Thanks for sharing. I am glad that you went over including multiple products in your development of a word list and marketing efforts for your client. Too often individuals take a narrow approach to helping a client and this definitely shows the balance of development with PPC and organic development.
Sally,
This is just a great hands on primer! Thanks a lot for taking the time and teach you findings. Great article, it served its purpose with me, big time.
Best regards,
Luis Gaviria
I'm just starting a business with a shoestring budget. Before reading Ms. Kavanaugh's article I was completely lost as to how to get my company's web site to rank. Now I have a direction and a process to follow.
Thanks!!
Very good article!
Hello,
Great article, thank you for your time sharing with us. Already preparing to try all you have said.
Thanks again, Fallen
Very nice article with good examples, thanks
Mark
Hi Sally
Great article!
I have just signed up to WordTracker for a month :) am looking forward to seeing how it helps our rankings!
Kathy M
I enjoyed this article, some very good points and tools but although I realise that it "is not a complete picture of any particular site" I did find it a bit of a stretch that if someone was doing research for a particular keyword group, the likely hood that they would already have a product for each keyword variation would problably be quite low!
But that said, if you already have a variety of products and wanted to test search traffic and conversion of each one then you'd learn a lot from this article!
Great read - thanks for sharing the screenshot and stats. I agree with Robert.
A very useful introduction in the selection, testing and application of keywords. Ewan Kennedy.
Thanks.I will try ,use your method.
I appreciate this article since combination of tools will help each other. With so many tools on the web, I often got confused how to choose the better ones and how to implement methods on SEO. Both On-Page and Off-Page SEO methods are important and need the same attention and result in fails. However, "no pain no gain", learning is all about the process.
A very interesting article, which has given me inspiration to create a slightly different approach for our site in the coming Christmas Season.
A very interesting article, which has given me inspiration to create a slightly different approach for our site in the coming Christmas Season.
Excellent content, succinct and to the point without being overly burdensome. I believe the point with some of the rabbit trails is to read in between the lines.
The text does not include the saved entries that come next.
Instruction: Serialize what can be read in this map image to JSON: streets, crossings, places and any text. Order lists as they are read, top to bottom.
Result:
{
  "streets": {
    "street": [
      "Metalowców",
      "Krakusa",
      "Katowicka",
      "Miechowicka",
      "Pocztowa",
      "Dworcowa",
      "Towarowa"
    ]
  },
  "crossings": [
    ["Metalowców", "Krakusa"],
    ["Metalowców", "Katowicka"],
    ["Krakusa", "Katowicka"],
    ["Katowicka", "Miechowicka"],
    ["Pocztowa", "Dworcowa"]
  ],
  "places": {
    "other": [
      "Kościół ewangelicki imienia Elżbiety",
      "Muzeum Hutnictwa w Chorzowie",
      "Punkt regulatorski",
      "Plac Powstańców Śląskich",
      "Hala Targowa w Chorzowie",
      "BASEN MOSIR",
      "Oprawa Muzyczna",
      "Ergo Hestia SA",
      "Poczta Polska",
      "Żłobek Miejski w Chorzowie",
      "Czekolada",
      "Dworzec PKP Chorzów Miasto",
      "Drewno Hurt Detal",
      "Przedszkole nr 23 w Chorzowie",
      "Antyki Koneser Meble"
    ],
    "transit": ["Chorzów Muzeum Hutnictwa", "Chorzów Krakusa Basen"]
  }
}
In some markets, if one is paying attention you can already see the dollars rolling in. Well said, Robert. Thanks and cheers!
Very useful article - I´77 give this approach a try to improve my keyword analysis. Thanks.
Thanks.
I believe the point with some of the rabbit trails is to read in between the lines.
A very interesting article!!
The very best single article I have seen. Thanks for this post, and please pen some more articles !!
Great read, it will come in handy for the new domains I just bought.
Another great stuff here. Thanks.
Great information - made me think much more, not just about how popular a search term is and not just about how many visitors I can get to my website, but how valuable those visitors are.
I have a logical method to follow now. Thank you for a very well explained, helpful article.
This is very useful infomation. I am implementing the suggesstion time to time to my website.
Excellent information on keywords research, it is very important as well as useful, i have implemented this and got good results, and i got client appreciation. Thanks to wordtracker
Thank you for clarify such a confusing topic. Keep the info coming.
I appreciate the wisdom of your article. I now see the reason for and the importance of analytics. Thank you for breaking it down as you did. Bit size chunks works for me.